Just caught something worth paying attention to in the energy markets this week. April WTI crude oil prices have been on an absolute tear, closing Friday up nearly 10 dollars with a 12% jump, while RBOB gasoline climbed 2.83%. We're looking at crude hitting 2.5-year highs for nearest futures, which honestly signals some serious supply concerns brewing.



The Middle East situation is the obvious culprit here. We're seven days into this conflict with zero resolution in sight, and the Strait of Hormuz remains completely shut down. That's basically a chokepoint for a fifth of global oil supply, so the market's reacting exactly as you'd expect. Qatar's energy minister dropped a bomb on Friday telling the Financial Times that crude could spike to $150 a barrel if all Gulf producers shut down production within weeks. Trump also weighed in saying there's no negotiation on the table with Iran except unconditional surrender, which obviously signals this could drag on much longer.

What's interesting is the cascading effects we're already seeing. Saudi Arabia and Iraq, OPEC's two biggest producers, have started cutting production because their export terminals are basically blocked. They're forced to stockpile crude in storage tanks instead of moving it. There was also that Iranian drone strike that torched a major fire at Fujairah in the UAE, one of the Middle East's biggest oil storage hubs. Saudi Arabia even had to shut down Ras Taura, their largest refinery processing 550,000 barrels per day.

Goldman Sachs is pricing in an $18 per barrel risk premium just for a hypothetical six-week halt to tanker traffic through that strait. That's not insignificant. But here's where it gets nuanced—OPEC+ announced Sunday they're actually increasing output by 206,000 barrels per day in April, which is above estimates. They're trying to restore that 2.2 million barrel daily cut from early 2024, though they've still got another million bpd to work through.

On the supply side, there's actually some bearish pressure building underneath. We've got roughly 290 million barrels of Russian and Iranian crude sitting in floating storage on tankers right now, up more than 50% year-over-year thanks to blockades and sanctions. Venezuelan exports are also ramping up, reaching 800,000 bpd in January. The EIA slightly raised their 2026 US production forecast to 13.60 million bpd, and the IEA trimmed their global surplus estimate to 3.7 million bpd.

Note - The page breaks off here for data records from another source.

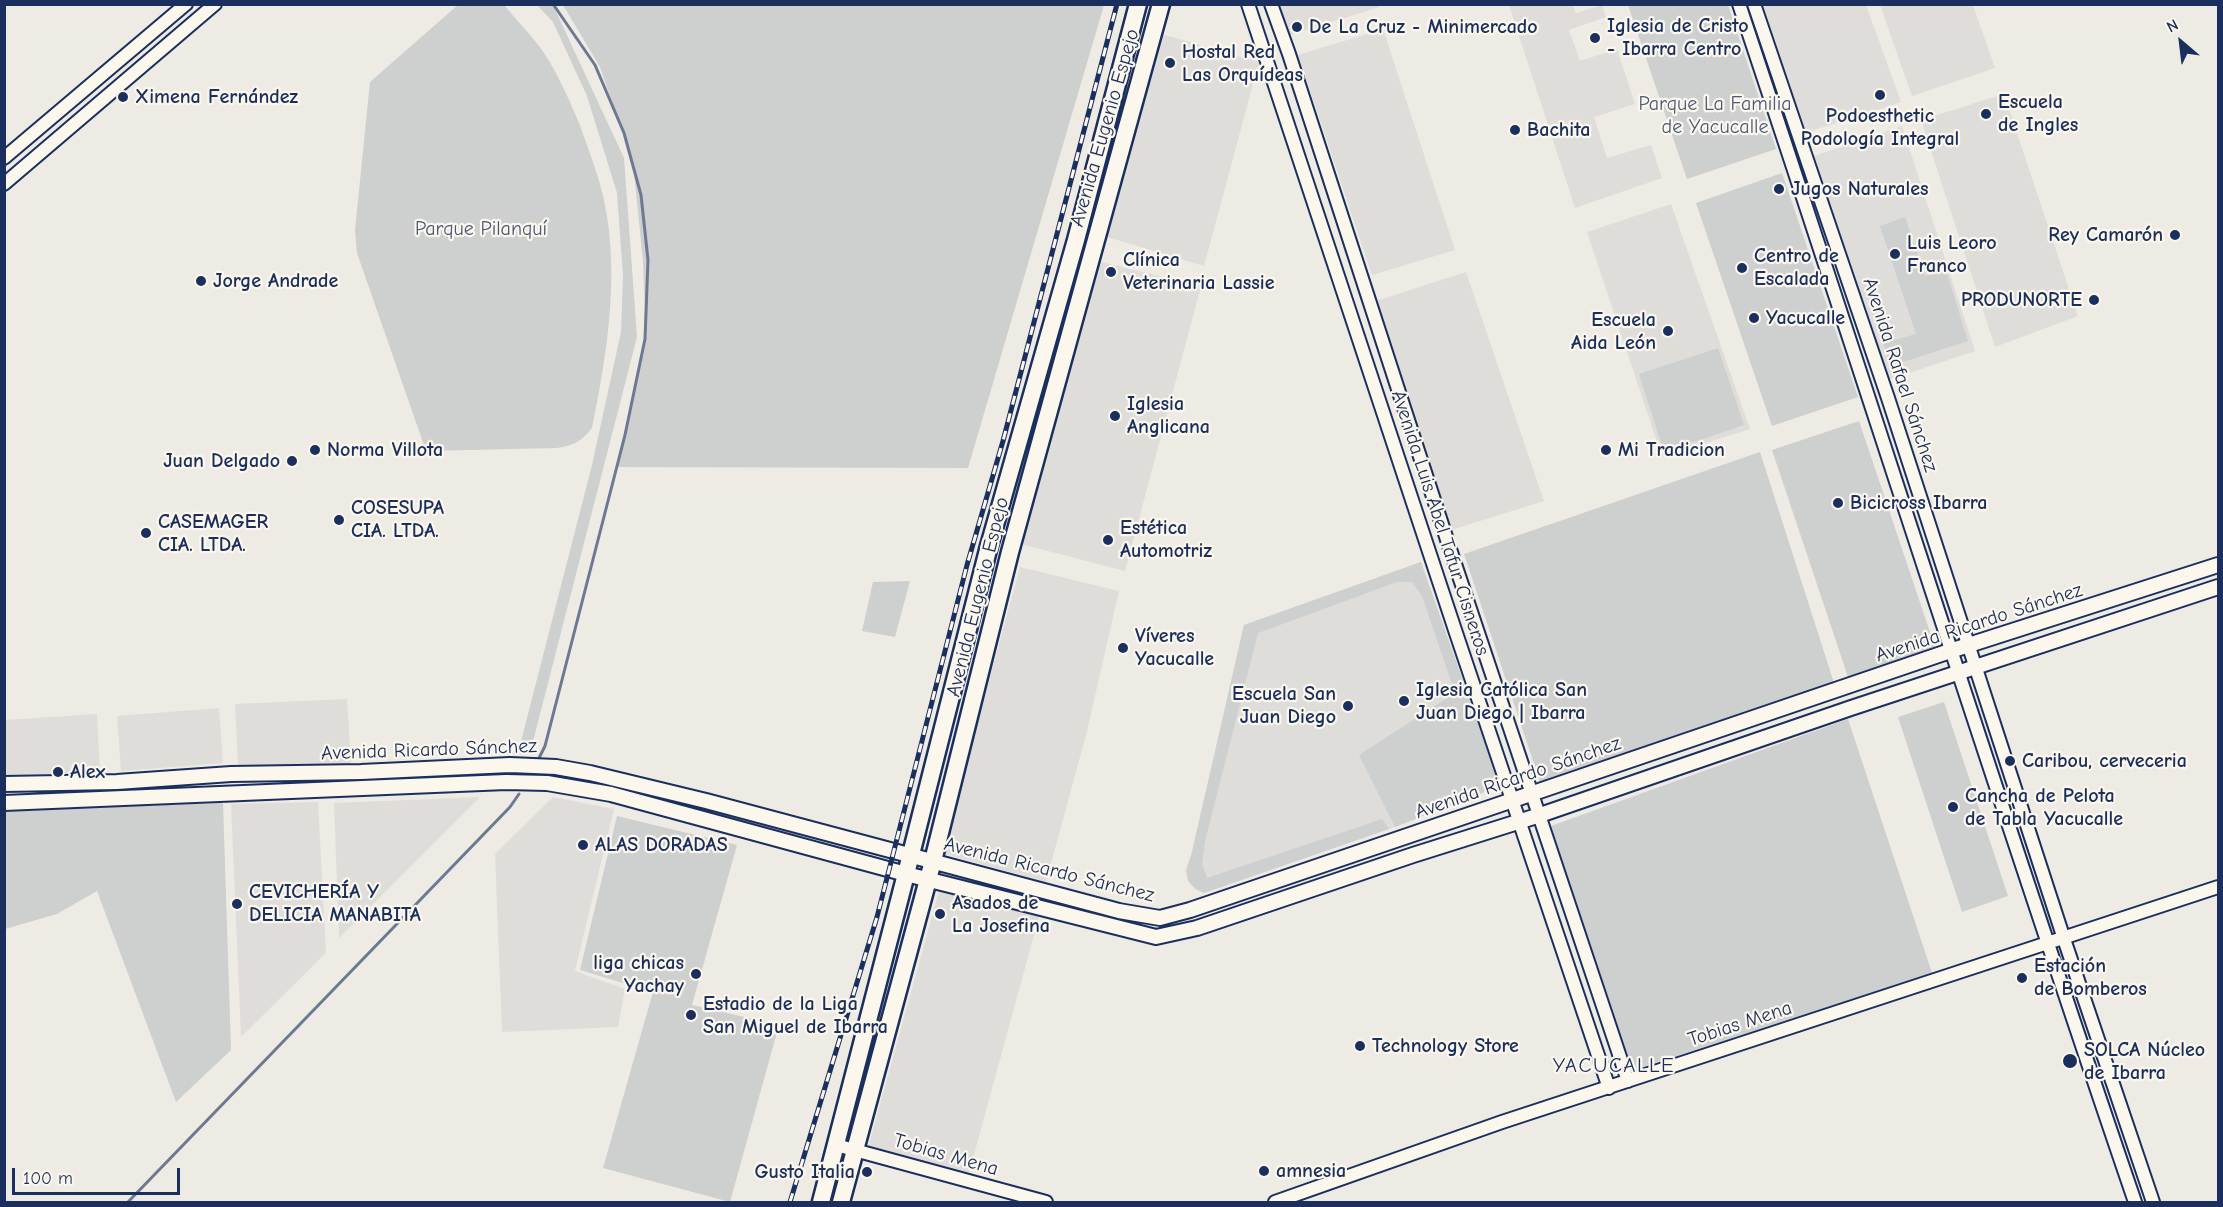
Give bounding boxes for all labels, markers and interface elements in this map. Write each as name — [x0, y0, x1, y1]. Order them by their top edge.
north arrow — [2151, 12, 2211, 72]
place label: Iglesia de Cristo - Ibarra Centro — [1607, 14, 1748, 61]
place label: De La Cruz - Minimercado — [1309, 15, 1538, 39]
text: N — [2164, 16, 2181, 37]
marker: De La Cruz - Minimercado — [1290, 20, 1304, 34]
street label: Avenida Eugenio Espejo — [1065, 26, 1145, 230]
marker: Iglesia de Cristo - Ibarra Centro — [1588, 31, 1602, 45]
place label: Hostal Red Las Orquídeas — [1182, 40, 1303, 87]
marker: Hostal Red Las Orquídeas — [1163, 56, 1177, 70]
place label: Ximena Fernández — [135, 85, 298, 109]
marker: Podoesthetic Podología Integral — [1873, 88, 1887, 102]
marker: Ximena Fernández — [116, 90, 130, 104]
place label: Escuela de Ingles — [1998, 90, 2078, 137]
park label: Parque La Familia de Yacucalle — [1638, 92, 1792, 139]
place label: Podoesthetic Podología Integral — [1801, 104, 1959, 151]
marker: Escuela de Ingles — [1979, 107, 1993, 121]
place label: Bachita — [1527, 118, 1590, 142]
marker: Bachita — [1508, 123, 1522, 137]
place label: Jugos Naturales — [1791, 177, 1928, 201]
marker: Jugos Naturales — [1772, 182, 1786, 196]
park label: Parque Pilanquí — [415, 217, 547, 241]
place label: Rey Camarón — [2048, 223, 2163, 247]
marker: Rey Camarón — [2168, 228, 2182, 242]
place label: Luis Leoro Franco — [1907, 231, 1997, 278]
place label: Centro de Escalada — [1754, 244, 1839, 291]
marker: Luis Leoro Franco — [1888, 247, 1902, 261]
place label: Clínica Veterinaria Lassie — [1123, 248, 1275, 295]
marker: Centro de Escalada — [1735, 261, 1749, 275]
marker: Clínica Veterinaria Lassie — [1104, 265, 1118, 279]
place label: Jorge Andrade — [213, 269, 338, 293]
marker: Jorge Andrade — [194, 274, 208, 288]
street label: Avenida Rafael Sánchez — [1857, 275, 1943, 475]
place label: PRODUNORTE — [1961, 288, 2082, 312]
marker: PRODUNORTE — [2087, 293, 2101, 307]
place label: Yacucalle — [1766, 306, 1845, 330]
place label: Escuela Aida León — [1571, 308, 1656, 355]
marker: Yacucalle — [1747, 311, 1761, 325]
marker: Escuela Aida León — [1661, 324, 1675, 338]
street label: Avenida Luis Abel Tafur Cisneros — [1386, 387, 1494, 659]
place label: Iglesia Anglicana — [1127, 392, 1210, 439]
marker: Iglesia Anglicana — [1108, 409, 1122, 423]
place label: Norma Villota — [327, 438, 443, 462]
place label: Mi Tradicion — [1618, 438, 1725, 462]
marker: Norma Villota — [308, 443, 322, 457]
marker: Mi Tradicion — [1599, 443, 1613, 457]
place label: Juan Delgado — [163, 449, 280, 473]
marker: Juan Delgado — [285, 454, 299, 468]
place label: Bicicross Ibarra — [1850, 491, 1987, 515]
street label: Avenida Eugenio Espejo — [942, 495, 1014, 699]
place label: COSESUPA CIA. LTDA. — [351, 496, 444, 543]
marker: Bicicross Ibarra — [1831, 496, 1845, 510]
place label: CASEMAGER CIA. LTDA. — [158, 510, 268, 557]
marker: COSESUPA CIA. LTDA. — [332, 513, 346, 527]
place label: Estética Automotriz — [1120, 516, 1212, 563]
marker: CASEMAGER CIA. LTDA. — [139, 526, 153, 540]
marker: Estética Automotriz — [1101, 533, 1115, 547]
street label: Avenida Ricardo Sánchez — [1873, 578, 2085, 668]
place label: Víveres Yacucalle — [1135, 624, 1214, 671]
marker: Víveres Yacucalle — [1116, 641, 1130, 655]
place label: Iglesia Católica San Juan Diego | Ibarra — [1416, 678, 1587, 725]
place label: Escuela San Juan Diego — [1232, 682, 1336, 729]
marker: Iglesia Católica San Juan Diego | Ibarra — [1397, 694, 1411, 708]
marker: Escuela San Juan Diego — [1341, 699, 1355, 713]
street label: Avenida Ricardo Sánchez — [1412, 732, 1624, 824]
street label: Avenida Ricardo Sánchez — [321, 734, 537, 766]
place label: Caribou, cerveceria — [2022, 749, 2187, 773]
marker: Caribou, cerveceria — [2003, 754, 2017, 768]
place label: Alex — [70, 760, 105, 784]
marker: Alex — [51, 765, 65, 779]
place label: Cancha de Pelota de Tabla Yacucalle — [1965, 784, 2123, 831]
marker: Cancha de Pelota de Tabla Yacucalle — [1946, 800, 1960, 814]
street label: Avenida Ricardo Sánchez — [941, 832, 1157, 908]
place label: ALAS DORADAS — [595, 833, 728, 857]
marker: ALAS DORADAS — [576, 838, 590, 852]
place label: CEVICHERÍA Y DELICIA MANABITA — [249, 880, 421, 927]
place label: Asados de La Josefina — [952, 891, 1050, 938]
marker: CEVICHERÍA Y DELICIA MANABITA — [230, 897, 244, 911]
marker: Asados de La Josefina — [933, 907, 947, 921]
place label: liga chicas Yachay — [593, 951, 684, 998]
place label: Estación de Bomberos — [2034, 954, 2147, 1001]
marker: liga chicas Yachay — [689, 967, 703, 981]
marker: Estación de Bomberos — [2015, 971, 2029, 985]
place label: Estadio de la Liga San Miguel de Ibarra — [703, 992, 888, 1039]
street label: Tobias Mena — [1685, 996, 1795, 1052]
marker: Estadio de la Liga San Miguel de Ibarra — [684, 1008, 698, 1022]
place label: Technology Store — [1372, 1034, 1519, 1058]
place label: SOLCA Núcleo de Ibarra — [2084, 1038, 2205, 1085]
marker: Technology Store — [1353, 1039, 1367, 1053]
marker: SOLCA Núcleo de Ibarra — [2061, 1052, 2079, 1070]
district label: YACUCALLE — [1553, 1053, 1675, 1079]
street label: Tobias Mena — [891, 1129, 1001, 1181]
scale bar — [15, 1156, 183, 1194]
place label: amnesia — [1276, 1159, 1346, 1183]
place label: Gusto Italia — [754, 1160, 855, 1184]
marker: amnesia — [1257, 1164, 1271, 1178]
marker: Gusto Italia — [860, 1165, 874, 1179]
text: 100 m — [23, 1168, 73, 1189]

The Russia-Ukraine situation is another factor keeping crude elevated. That war shows no signs of ending either, which means Russian oil restrictions stay in place. Ukraine's been hitting Russian refineries hard—at least 28 targeted over seven months—plus attacking tankers in the Baltic Sea. New US and EU sanctions on Russian oil infrastructure are adding more pressure to global supplies.

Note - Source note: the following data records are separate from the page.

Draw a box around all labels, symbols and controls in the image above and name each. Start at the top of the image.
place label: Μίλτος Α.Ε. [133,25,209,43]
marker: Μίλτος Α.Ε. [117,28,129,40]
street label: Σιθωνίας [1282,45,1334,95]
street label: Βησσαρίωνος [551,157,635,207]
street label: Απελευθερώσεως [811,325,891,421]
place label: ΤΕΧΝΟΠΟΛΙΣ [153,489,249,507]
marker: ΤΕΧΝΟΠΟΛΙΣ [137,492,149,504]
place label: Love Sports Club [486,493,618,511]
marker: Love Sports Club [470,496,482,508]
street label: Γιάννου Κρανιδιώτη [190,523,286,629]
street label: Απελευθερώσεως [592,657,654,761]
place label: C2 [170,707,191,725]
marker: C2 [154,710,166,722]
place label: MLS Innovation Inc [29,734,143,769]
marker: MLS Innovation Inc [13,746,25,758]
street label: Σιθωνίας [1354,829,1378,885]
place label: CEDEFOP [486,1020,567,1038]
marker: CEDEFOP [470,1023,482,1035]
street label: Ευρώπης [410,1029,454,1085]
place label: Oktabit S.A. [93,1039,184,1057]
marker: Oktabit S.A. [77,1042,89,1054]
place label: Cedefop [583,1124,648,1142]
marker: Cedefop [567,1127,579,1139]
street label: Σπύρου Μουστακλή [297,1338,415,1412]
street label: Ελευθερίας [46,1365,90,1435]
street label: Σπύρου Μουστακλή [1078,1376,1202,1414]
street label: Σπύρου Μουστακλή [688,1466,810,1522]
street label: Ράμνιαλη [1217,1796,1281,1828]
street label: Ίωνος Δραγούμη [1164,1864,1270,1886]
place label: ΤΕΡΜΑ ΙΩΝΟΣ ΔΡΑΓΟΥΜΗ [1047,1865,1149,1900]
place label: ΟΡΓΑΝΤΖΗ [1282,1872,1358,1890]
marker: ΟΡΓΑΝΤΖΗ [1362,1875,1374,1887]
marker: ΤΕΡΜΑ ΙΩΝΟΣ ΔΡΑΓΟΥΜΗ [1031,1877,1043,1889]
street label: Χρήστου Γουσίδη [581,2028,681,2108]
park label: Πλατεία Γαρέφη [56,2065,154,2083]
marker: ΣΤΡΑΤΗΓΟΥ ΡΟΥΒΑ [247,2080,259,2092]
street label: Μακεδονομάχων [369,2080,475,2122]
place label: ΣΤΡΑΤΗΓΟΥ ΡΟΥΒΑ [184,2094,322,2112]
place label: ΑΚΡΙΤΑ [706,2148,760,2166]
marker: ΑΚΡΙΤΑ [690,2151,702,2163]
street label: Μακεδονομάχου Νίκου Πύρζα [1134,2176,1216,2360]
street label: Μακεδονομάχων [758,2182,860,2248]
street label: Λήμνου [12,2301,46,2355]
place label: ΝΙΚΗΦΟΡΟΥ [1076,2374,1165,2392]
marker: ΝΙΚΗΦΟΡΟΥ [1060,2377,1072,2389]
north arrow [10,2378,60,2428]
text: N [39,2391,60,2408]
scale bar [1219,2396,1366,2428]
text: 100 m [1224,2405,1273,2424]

What we're really watching is this tension between immediate crisis premium from the Middle East conflict pushing crude higher, and longer-term supply headwinds that could eventually cap gains. The Strait of Hormuz closure is the critical variable. If that reopens soon, you could see a sharp pullback. If it stays closed, we might see crude consolidate at these elevated levels. Either way, the energy sector's worth keeping close tabs on right now, especially if you're tracking commodities on Gate or elsewhere.